Hong Kong stocks trade near 2-year low on lockdown concerns, Alibaba downgrades while Russia sanctions inflict pain
- Hong Kong logged more than 34,000 Covid-19 cases on Monday, straining medical facilities and stoking citywide lockdown risks
- Fallout from sanctions on Russia widens in financial markets as investors seek protection from sell-off
Hong Kong stocks extended a decline from near a two-year low as risk aversion heightened amid concerns about citywide lockdown as Covid-19 cases surged. Sanctions against Russia widened following its invasion of Ukraine.
The Hang Seng Index dropped 0.1 per cent to 22,694.85 at the local noon trading break as market volatility reached a four-month high. Alibaba Group Holding slipped to a record low, limiting the Tech Index to 0.2 per cent gain. The Shanghai Composite Index rose 0.3 per cent after a report showed manufacturing grew last month.

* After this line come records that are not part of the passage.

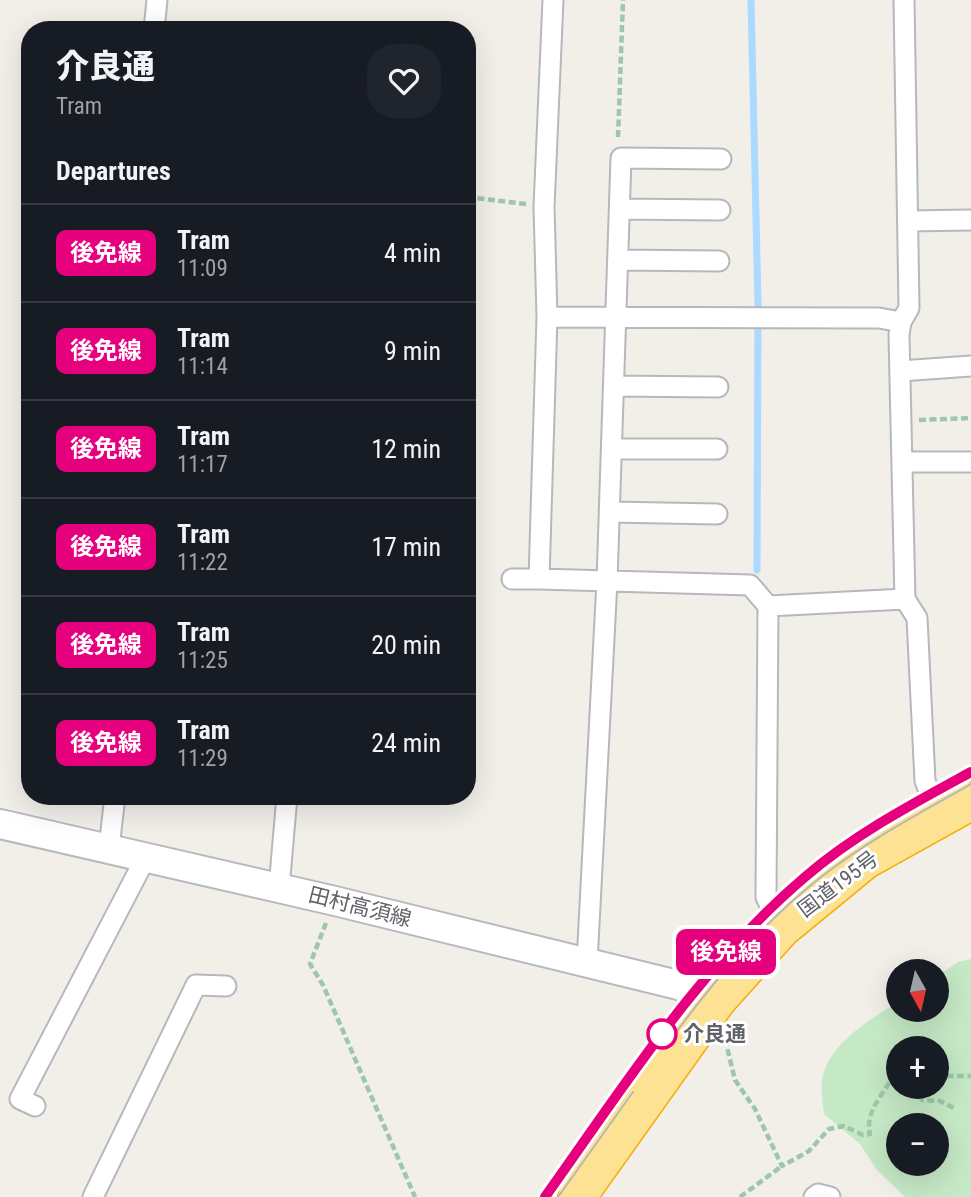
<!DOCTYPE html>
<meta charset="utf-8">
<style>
body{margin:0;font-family:"Roboto Condensed","Noto Sans JP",sans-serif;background:#20242c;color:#f1f3f6;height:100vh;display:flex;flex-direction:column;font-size:26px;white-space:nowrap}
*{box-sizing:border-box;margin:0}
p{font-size:23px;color:#9ea1a6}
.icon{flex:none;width:38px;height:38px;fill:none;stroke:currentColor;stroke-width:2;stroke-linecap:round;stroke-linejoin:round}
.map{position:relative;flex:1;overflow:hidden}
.details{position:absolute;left:21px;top:21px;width:455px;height:784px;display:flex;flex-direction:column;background:#171b24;border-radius:28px;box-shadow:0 7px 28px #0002}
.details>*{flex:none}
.badge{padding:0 14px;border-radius:10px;font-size:24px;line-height:46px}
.needle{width:46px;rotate:172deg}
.fabs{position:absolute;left:886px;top:959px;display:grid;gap:14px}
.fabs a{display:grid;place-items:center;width:63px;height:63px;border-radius:50%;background:#171b24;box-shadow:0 7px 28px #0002;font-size:35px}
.map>.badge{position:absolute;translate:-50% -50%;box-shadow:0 0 0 4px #fff}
h2{padding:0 35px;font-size:26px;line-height:63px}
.round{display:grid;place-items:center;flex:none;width:74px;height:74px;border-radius:28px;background:#20242c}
.summary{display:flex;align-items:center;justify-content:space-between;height:119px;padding:0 35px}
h1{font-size:33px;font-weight:800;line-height:52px}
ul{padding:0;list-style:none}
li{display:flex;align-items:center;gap:21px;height:98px;padding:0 35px;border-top:2px solid #363941}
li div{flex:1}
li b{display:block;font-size:26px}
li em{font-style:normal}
li .badge{min-width:77px;font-weight:700;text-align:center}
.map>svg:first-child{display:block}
.green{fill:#c5e8c5;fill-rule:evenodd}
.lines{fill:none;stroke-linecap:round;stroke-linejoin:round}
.stream{stroke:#aadaff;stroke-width:7}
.street-casing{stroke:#b5b8bc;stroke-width:23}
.secondary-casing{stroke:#b6babf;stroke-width:32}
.highway-casing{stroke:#f9ab00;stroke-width:40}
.path{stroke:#9cc7a9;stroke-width:4.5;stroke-dasharray:7 3.5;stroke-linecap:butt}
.street{stroke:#fff;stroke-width:19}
.secondary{stroke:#fff;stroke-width:28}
.highway{stroke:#fde293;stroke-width:37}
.tram{stroke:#b6b7b8;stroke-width:2}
.line-casing{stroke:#fff;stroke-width:16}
.line{stroke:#e6007e;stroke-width:10}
.stop-dot{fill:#fff;stroke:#e6007e;stroke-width:3.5}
.labels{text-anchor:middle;stroke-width:6;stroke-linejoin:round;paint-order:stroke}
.street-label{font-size:21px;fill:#5f6368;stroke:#fff}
.stop-label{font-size:21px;font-weight:bold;fill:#5f6368;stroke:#fff;text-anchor:start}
</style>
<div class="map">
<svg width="971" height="1197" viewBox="0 0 971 1197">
<rect width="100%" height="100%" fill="#f1efe8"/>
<path class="green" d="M971,959V1197H905L877,1170L860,1144L824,1114C823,1104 821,1091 822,1081C827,1044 870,1020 898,1002V1010H936V977L958,962ZM898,1048H936V1087H898ZM898,1125H936V1164H898Z"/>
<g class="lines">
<path class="stream" d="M751,0L758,304L757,570"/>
<g class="street-casing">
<path id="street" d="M553,0L544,207L547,317L539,579L750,585L768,606L905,599
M904,0L909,308L901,322L899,335L905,599L917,618L925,781L940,818
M154,30L157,0
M620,209L720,210
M908,221L971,220
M618,260L719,261
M547,317L879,318L901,322
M900,371L971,366
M614,386L718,387
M612,449H717
M902,462H971
M610,512L717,514
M512,579H539
M768,606L766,897L781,929
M109,848L115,796
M279,888L287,796
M587,963L607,581L621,158L721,159
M35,1106L20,1099L146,857
M93,1197L196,985L226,986
M814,1197L818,1194L830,1197"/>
</g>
<g class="secondary-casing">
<path id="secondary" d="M0,824L335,901L678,985L718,999"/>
</g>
<g class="highway-casing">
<path id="highway" d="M577,1197L718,999L781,929L865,860L971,801"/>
</g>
<path class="path" d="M618,137L623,0
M467,197L526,204
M919,420L971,418
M326,923L310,964L323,985L415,1197
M725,1039L735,1080L755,1109L782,1166L809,1151L829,1129L844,1126L863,1135L870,1134C865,1114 880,1098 889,1083L898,1078
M936,1076H971
M913,1087L922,1100L940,1101L954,1108
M740,1197L782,1166"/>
<use href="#street" class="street"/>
<use href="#secondary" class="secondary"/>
<use href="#highway" class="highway"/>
<path class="tram" d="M666,1046C711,984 760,925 821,877C867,841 920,813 971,784
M545,1197C626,1085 699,967 805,877C855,834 914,804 971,772
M558,1197L633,1092"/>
</g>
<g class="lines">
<g class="line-casing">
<path id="line" d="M545,1197C625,1085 699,967 805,877C855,834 914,803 971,772"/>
</g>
<use href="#line" class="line"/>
</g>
<circle class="stop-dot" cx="662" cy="1034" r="14"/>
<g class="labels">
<g class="street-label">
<text transform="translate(838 884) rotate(-37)" y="7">国道195号</text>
<text transform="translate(360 907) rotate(14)" y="7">田村高須線</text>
</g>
<g class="stop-label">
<text x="683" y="1041">介良通</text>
</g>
</g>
</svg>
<div class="fabs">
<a><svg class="needle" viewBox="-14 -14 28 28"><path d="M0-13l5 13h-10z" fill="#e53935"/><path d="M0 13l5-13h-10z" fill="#9ea1a6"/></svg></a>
<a>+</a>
<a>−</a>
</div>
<b class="badge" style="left:726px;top:952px;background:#e6007e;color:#fff">後免線</b>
<section class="details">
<div class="summary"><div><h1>介良通</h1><p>Tram</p></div><a class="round"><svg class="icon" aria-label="heart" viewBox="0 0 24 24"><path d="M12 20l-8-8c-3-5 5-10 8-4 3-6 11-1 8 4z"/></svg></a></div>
<h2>Departures</h2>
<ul>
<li><span class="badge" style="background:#e6007e;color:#fff">後免線</span><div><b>Tram</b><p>11:09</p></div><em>4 min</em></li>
<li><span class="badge" style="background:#e6007e;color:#fff">後免線</span><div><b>Tram</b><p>11:14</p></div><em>9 min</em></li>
<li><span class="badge" style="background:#e6007e;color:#fff">後免線</span><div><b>Tram</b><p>11:17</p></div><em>12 min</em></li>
<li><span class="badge" style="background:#e6007e;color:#fff">後免線</span><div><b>Tram</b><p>11:22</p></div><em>17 min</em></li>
<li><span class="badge" style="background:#e6007e;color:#fff">後免線</span><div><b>Tram</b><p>11:25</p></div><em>20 min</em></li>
<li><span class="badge" style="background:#e6007e;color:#fff">後免線</span><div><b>Tram</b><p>11:29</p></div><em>24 min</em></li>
</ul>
</section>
</div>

Alibaba tumbled 1.3 per cent while CLP Holdings lost at least 2.5 per cent after earnings n 2021 trailed analysts’ projection. CSPC Pharmaceutical also dragged the market lower with more than 2 per cent setback.
Hong Kong logged more than 34,000 cases on Monday, overwhelming isolation and hospital facilities. The government will impose a large-scale lockdown and conduct Covid-19 mass testing next month to fight the fifth wave, the Post reported on Tuesday.
Hong Kong’s benchmark stock index tumbled 4.6 per cent in February, the most since a 7.5 per cent slump in November. The retreat erased US$259 billion from the market, and overturned the 1.7 per cent gain in January.
“In the near-term, markets will continue to gyrate,” said David Chao, a market strategist at Invesco in Hong Kong. “There could be a continued risk-off sentiment, as investors look to safe-haven assets such as the US dollar, the Japanese yen, large-cap equities and gold.”
Sentiment remained fragile as the Russia-Ukraine conflict entered its sixth day. Russian currency and assets plunged as talks between the two nations concluded without an end to the conflict, Ukraine government said. Global index compilers are reviewing their investability.
Meanwhile, at least 11 investment banks from Deutsche Bank to CICC have cut the price targets for Alibaba’s Hong Kong-listed stocks since its February 24 quarterly earnings report, according to Bloomberg data. The consensus 12-month target has been trimmed to HK$179.04 from HK$192.98 over the period.
Elsewhere, China’s official PMI manufacturing index rose to 50.2 in February from 50.1 in January despite disruption in preparation for the Winter Olympics, the statistics bureau said on Tuesday. That beat the market consensus of 49.8. Reading above 50 indicates expansion.